EXCERPTED DATA Start Marker
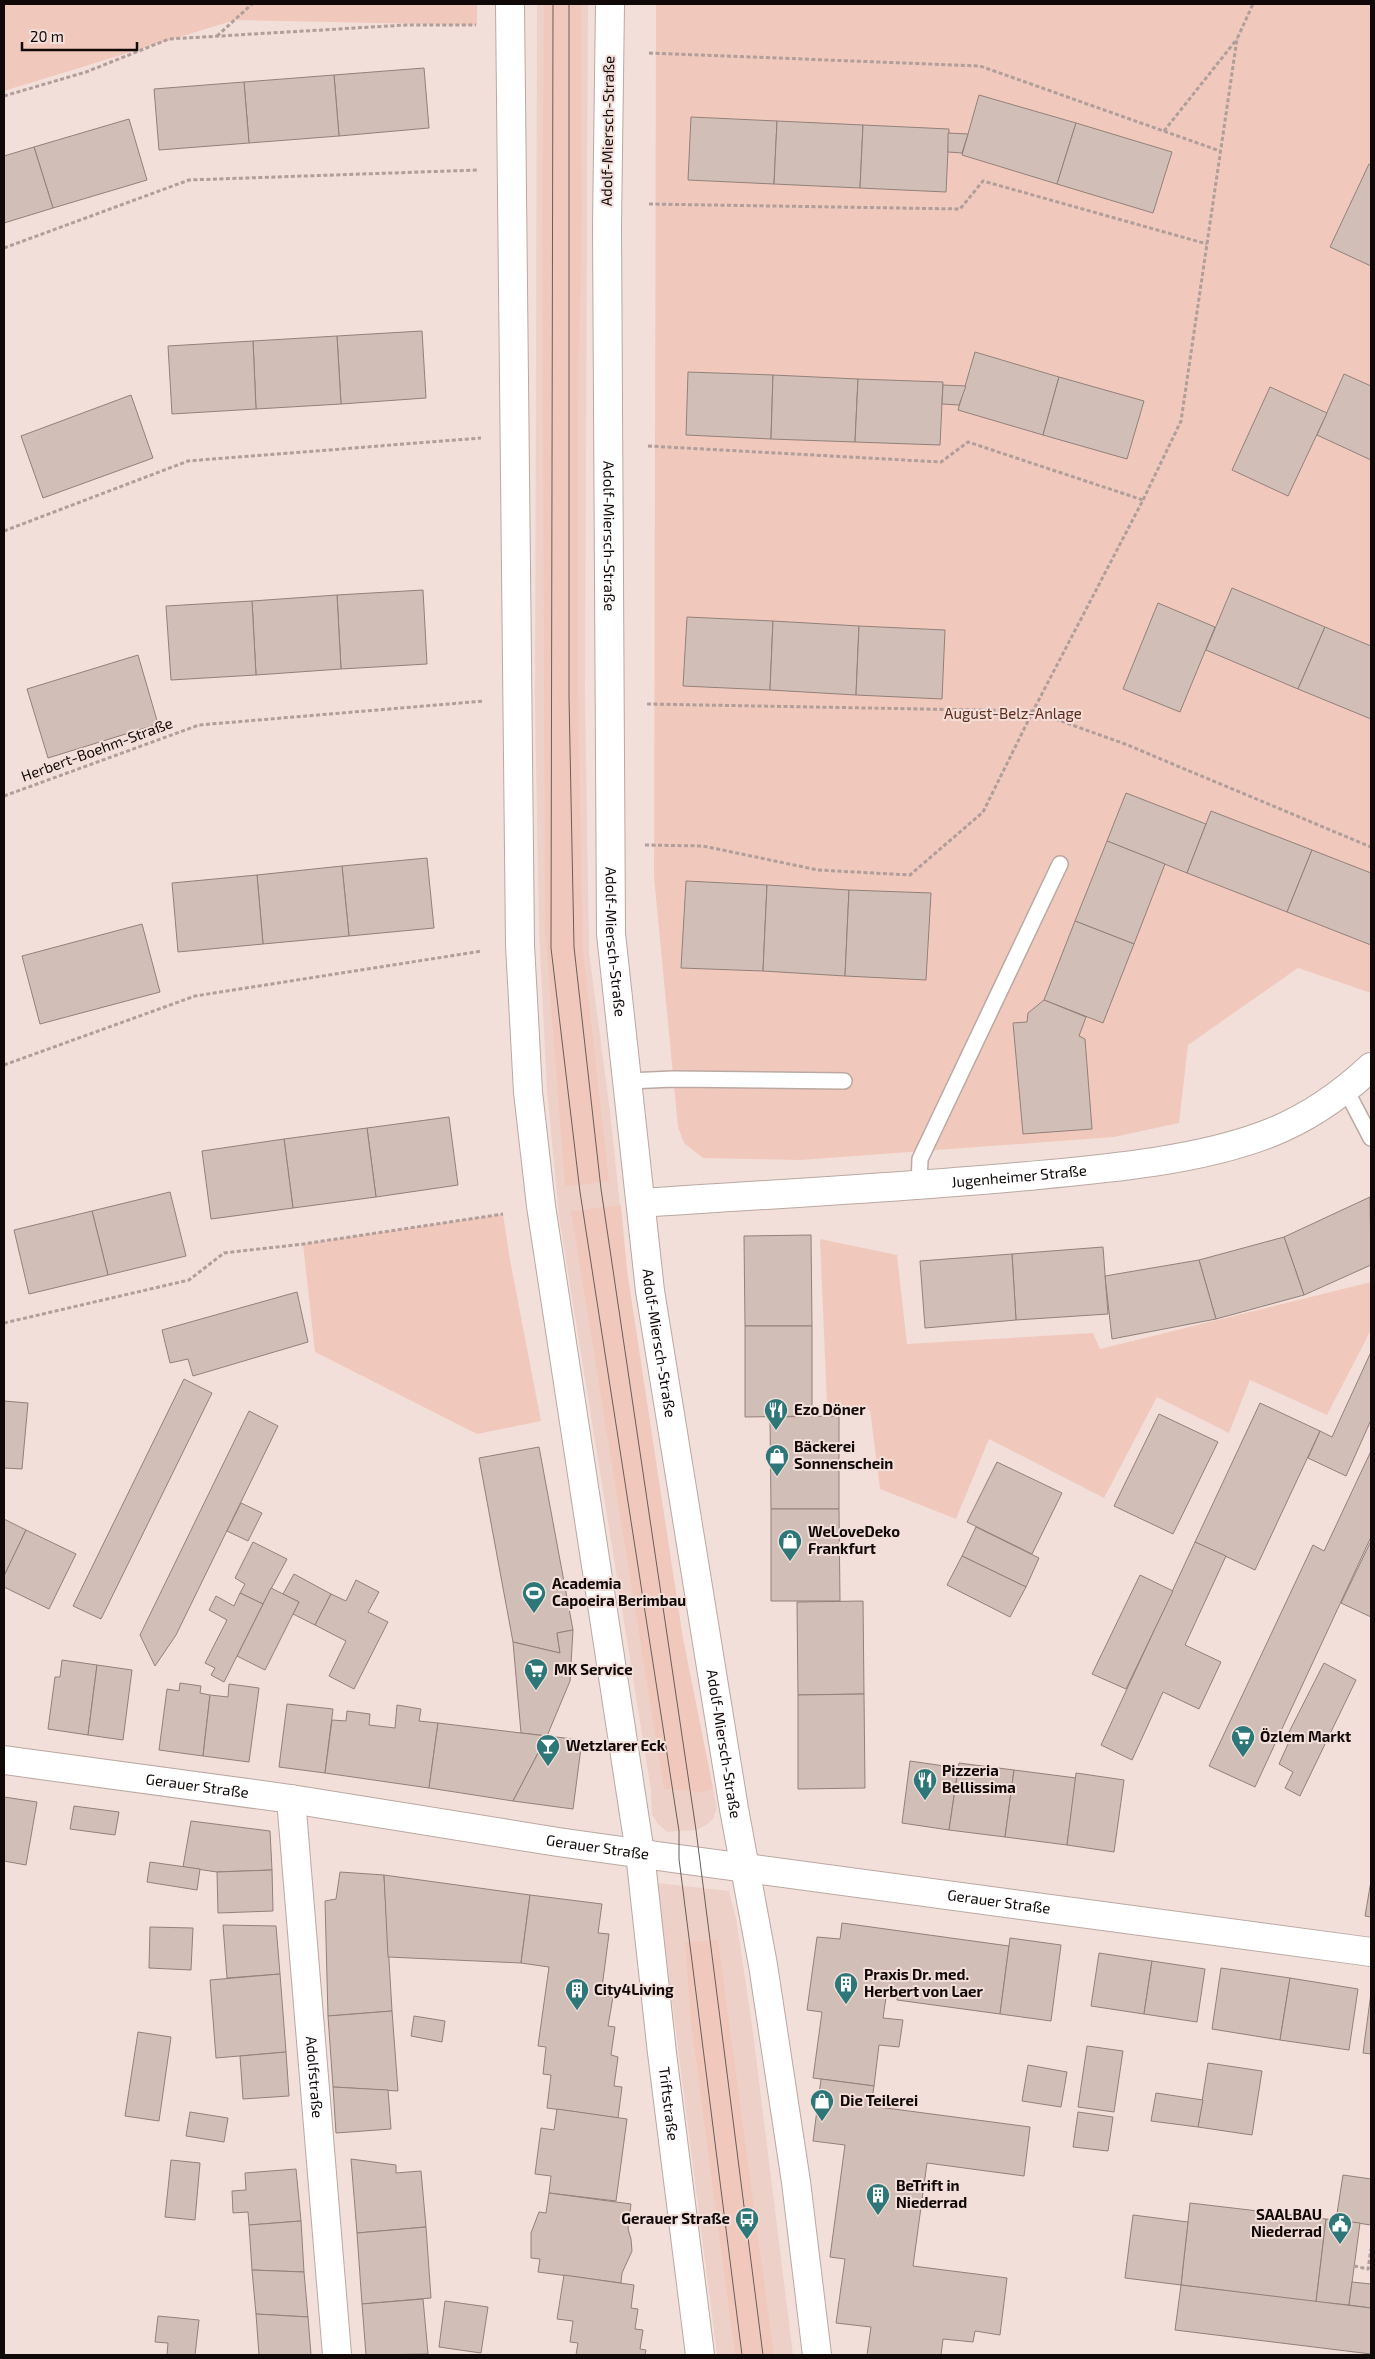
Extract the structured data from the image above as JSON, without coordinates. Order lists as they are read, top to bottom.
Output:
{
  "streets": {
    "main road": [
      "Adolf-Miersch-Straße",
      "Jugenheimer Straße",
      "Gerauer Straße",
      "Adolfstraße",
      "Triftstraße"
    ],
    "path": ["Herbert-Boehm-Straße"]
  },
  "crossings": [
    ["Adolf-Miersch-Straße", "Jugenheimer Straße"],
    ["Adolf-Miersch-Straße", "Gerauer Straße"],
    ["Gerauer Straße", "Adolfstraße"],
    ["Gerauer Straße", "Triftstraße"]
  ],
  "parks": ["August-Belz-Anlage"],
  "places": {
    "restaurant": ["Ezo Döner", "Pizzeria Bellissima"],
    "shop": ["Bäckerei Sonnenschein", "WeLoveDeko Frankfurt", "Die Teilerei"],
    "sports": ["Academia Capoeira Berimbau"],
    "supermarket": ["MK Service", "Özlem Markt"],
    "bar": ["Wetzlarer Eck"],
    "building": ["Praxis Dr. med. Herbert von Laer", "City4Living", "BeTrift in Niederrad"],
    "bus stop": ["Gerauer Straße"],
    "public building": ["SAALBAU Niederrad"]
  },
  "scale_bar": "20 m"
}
EXCERPTED DATA End Marker
WHAT IS BEING ASKED:
Your answer should be each line from the entries that includes the string "Triftstraße".

ANSWER TO THIS EXERCISE:
      "Triftstraße"
    ["Gerauer Straße", "Triftstraße"]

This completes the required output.